> _Problem description_
When a line in the records contains the string "green", copy that line.

> _Listed records_
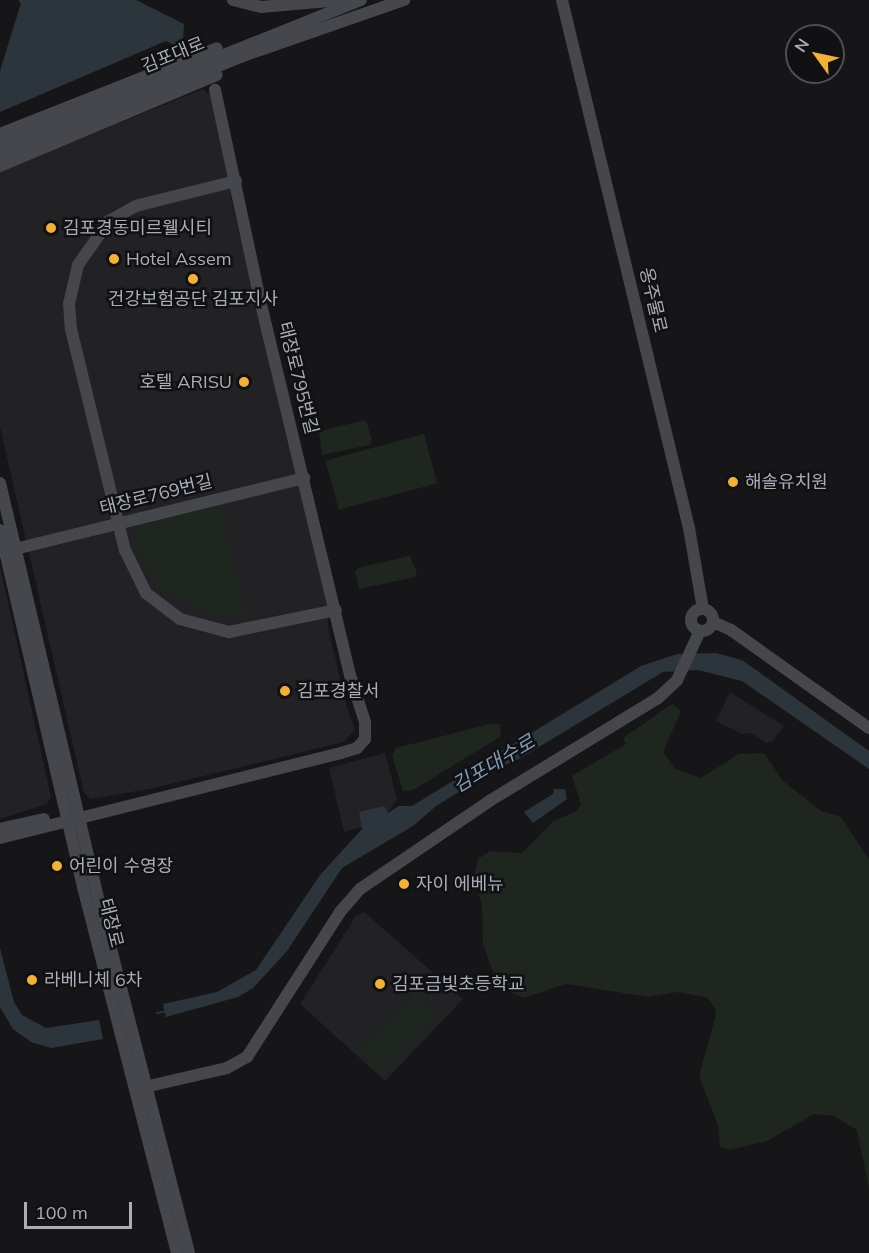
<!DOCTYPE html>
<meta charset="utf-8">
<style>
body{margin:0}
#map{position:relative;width:869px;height:1253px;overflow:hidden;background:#161618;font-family:Mulish,"Noto Sans KR",sans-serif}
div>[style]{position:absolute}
.built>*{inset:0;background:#222225}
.green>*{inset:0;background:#1e261f;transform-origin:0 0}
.water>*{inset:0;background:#2c353c}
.stream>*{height:2px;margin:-1px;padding:0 1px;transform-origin:1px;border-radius:1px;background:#2c353c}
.secondary>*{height:12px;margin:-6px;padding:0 6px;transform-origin:6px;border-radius:6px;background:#45474d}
.secondary>.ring{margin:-6px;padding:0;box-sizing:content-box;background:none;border:12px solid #45474d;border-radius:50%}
.dots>*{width:16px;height:16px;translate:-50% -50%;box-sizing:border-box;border:3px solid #111113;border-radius:50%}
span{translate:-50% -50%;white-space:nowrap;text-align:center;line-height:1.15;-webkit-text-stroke:5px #111113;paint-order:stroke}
.street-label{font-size:18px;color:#a8adb8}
.poi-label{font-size:18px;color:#a8adb8}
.left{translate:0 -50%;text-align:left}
.right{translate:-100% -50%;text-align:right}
.water-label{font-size:20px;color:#7f9bb3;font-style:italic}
.north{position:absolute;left:785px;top:24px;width:60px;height:60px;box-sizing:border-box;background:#111113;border:2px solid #4d4f55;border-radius:50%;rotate:303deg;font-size:16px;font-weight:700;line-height:24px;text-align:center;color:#a8adb8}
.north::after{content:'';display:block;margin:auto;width:21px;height:27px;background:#f2b134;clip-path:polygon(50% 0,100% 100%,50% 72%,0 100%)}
.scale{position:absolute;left:24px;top:1202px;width:108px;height:27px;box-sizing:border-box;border:3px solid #a8adb8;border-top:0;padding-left:8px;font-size:18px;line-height:21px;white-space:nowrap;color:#a8adb8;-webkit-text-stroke:4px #111113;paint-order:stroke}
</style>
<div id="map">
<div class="built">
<i style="clip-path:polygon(203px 89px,211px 96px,229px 168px,231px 199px,327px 598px,328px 627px,346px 705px,355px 729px,344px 742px,154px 788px,91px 799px,84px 793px,0 427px,0 171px)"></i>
<i style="clip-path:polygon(0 566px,51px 797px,47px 804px,0 819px)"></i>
<i style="clip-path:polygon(730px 692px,784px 726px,772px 742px,767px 743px,751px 733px,742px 734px,716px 721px)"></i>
<i style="clip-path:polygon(385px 753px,397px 799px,388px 813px,359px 812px,362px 827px,344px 832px,329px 768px)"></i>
<i style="clip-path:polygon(364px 912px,463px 999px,385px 1081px,300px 1004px,356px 916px)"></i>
</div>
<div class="green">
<i style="clip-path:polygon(366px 420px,372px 441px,369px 445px,322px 455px,319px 431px)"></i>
<i style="left:424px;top:434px;width:51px;height:102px;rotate:75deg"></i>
<i style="clip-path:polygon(220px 504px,247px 617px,209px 614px,169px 595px,150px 576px,134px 542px,132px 525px)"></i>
<i style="clip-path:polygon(410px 556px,417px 573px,415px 577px,359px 589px,355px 572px,358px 568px)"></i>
<i style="clip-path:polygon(672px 704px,681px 711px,663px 752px,675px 769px,701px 778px,739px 754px,764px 753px,783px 781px,821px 811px,841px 817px,869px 860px,869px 1188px,857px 1130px,834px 1116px,814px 1114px,767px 1141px,729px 1150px,720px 1147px,718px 1125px,699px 1076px,716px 1015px,715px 1008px,706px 997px,677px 992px,649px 997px,566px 984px,523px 998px,505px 989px,492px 969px,483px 944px,482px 906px,474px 876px,478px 859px,490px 851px,522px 853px,553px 821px,577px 811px,581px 804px,572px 776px,626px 744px,623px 738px)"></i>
<i style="clip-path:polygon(493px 723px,501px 725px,500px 737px,413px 790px,403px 791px,392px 756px,396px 748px)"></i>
<i style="left:415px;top:992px;width:35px;height:81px;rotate:44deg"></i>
</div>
<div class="water">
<i style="clip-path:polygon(18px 0,136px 0,184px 24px,183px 40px,176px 46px,166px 41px,0 112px,0 71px,21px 3px)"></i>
<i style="clip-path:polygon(716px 653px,742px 660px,869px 751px,869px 769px,742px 681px,698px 670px,663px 672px,519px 759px,498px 768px,436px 806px,413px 826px,342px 868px,287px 951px,253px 988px,238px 997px,166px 1017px,163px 1004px,217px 992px,256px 970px,320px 875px,362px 829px,359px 812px,384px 806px,388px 813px,399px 806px,412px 806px,641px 666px,677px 654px)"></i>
<i style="clip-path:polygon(554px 789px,565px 789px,567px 799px,533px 823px,524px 812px,553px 794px)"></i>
<i style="clip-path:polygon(0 948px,14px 1002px,22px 1015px,46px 1028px,99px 1020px,103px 1039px,51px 1048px,31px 1042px,13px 1029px,0 1007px)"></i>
</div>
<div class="stream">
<i style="left:157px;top:1013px;width:10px;rotate:-11deg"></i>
</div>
<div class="secondary">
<i style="left:233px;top:0;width:29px;rotate:14deg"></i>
<i style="left:261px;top:7px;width:80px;rotate:-5deg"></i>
<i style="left:562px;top:0;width:543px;rotate:76.48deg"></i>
<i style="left:689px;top:528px;width:82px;rotate:80.2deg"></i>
<i style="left:0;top:134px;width:233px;rotate:-21.6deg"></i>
<i style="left:0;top:145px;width:389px;rotate:-21.9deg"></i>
<i style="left:0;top:156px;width:260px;rotate:-22.4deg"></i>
<i style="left:240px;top:57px;width:174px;rotate:-19.2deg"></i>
<i style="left:0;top:166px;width:235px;rotate:-22.8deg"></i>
<i style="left:236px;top:181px;width:103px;rotate:166deg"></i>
<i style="left:136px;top:206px;width:31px;rotate:151deg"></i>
<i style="left:109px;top:221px;width:54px;rotate:125.2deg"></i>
<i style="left:78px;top:265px;width:39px;rotate:103deg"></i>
<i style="left:69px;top:303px;width:26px;rotate:86deg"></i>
<i style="left:71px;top:329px;width:228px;rotate:76.3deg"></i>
<i style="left:125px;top:550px;width:48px;rotate:64deg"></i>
<i style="left:146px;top:593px;width:43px;rotate:37.4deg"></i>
<i style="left:180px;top:619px;width:51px;rotate:14.9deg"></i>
<i style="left:229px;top:632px;width:109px;rotate:-11.6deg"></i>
<i style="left:0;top:483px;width:435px;rotate:76.7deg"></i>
<i style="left:100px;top:906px;width:358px;rotate:75.6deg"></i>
<i style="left:0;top:530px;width:367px;rotate:76.9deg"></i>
<i style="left:83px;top:887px;width:378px;rotate:75.6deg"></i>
<i style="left:11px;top:550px;width:302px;rotate:-13.8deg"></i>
<i class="ring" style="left:691px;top:609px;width:10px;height:10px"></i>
<i style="left:713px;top:622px;width:20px;rotate:24deg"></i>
<i style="left:731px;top:630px;width:169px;rotate:35.4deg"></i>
<i style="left:0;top:829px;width:45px;rotate:-12.8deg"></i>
<i style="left:0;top:838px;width:351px;rotate:-14deg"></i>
<i style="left:341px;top:753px;width:17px;rotate:-17deg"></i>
<i style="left:357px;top:748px;width:12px;rotate:-48deg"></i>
<i style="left:365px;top:739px;width:17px;rotate:-90deg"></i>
<i style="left:365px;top:722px;width:49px;rotate:-107.7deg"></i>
<i style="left:350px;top:675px;width:391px;rotate:-103.5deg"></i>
<i style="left:259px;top:295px;width:210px;rotate:-102.1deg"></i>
<i style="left:136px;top:1089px;width:93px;rotate:-13deg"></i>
<i style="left:227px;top:1068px;width:23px;rotate:-29deg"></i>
<i style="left:247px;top:1057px;width:172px;rotate:-57.3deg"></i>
<i style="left:340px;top:912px;width:30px;rotate:-49deg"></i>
<i style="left:360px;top:889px;width:158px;rotate:-34.2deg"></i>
<i style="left:491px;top:800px;width:196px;rotate:-31.4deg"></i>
<i style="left:658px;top:698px;width:26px;rotate:-43deg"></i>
<i style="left:677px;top:680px;width:54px;rotate:-64.9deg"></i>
</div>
<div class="dots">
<i style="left:51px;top:228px;background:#f2b134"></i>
<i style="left:114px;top:259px;background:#f2b134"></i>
<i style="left:193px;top:279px;background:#f2b134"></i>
<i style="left:244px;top:382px;background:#f2b134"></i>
<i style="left:733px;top:482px;background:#f2b134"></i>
<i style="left:285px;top:691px;background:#f2b134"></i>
<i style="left:57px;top:866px;background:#f2b134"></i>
<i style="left:404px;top:884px;background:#f2b134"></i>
<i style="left:32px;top:980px;background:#f2b134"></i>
<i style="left:380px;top:984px;background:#f2b134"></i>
</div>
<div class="street-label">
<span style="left:173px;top:55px;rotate:-22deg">김포대로</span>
<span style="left:653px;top:300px;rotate:77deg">옹주물로</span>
<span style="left:298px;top:378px;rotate:76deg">태장로795번길</span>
<span style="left:156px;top:495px;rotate:-14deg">태장로769번길</span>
<span style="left:111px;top:923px;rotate:76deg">태장로</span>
</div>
<div class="poi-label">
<span class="left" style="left:63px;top:228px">김포경동미르웰시티</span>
<span class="left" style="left:126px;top:259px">Hotel Assem</span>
<span style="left:193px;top:299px">건강보험공단 김포지사</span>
<span class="right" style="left:232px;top:382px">호텔 ARISU</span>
<span class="left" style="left:745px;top:482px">해솔유치원</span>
<span class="left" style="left:297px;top:691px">김포경찰서</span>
<span class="left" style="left:69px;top:866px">어린이 수영장</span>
<span class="left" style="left:416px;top:884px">자이 에베뉴</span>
<span class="left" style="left:44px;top:980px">라베니체 6차</span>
<span class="left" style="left:392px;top:984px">김포금빛초등학교</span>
</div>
<div class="water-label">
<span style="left:493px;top:763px;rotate:-31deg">김포대수로</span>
</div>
<div class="north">N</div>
<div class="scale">100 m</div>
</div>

> _Answer box_
.green>*{inset:0;background:#1e261f;transform-origin:0 0}
<div class="green">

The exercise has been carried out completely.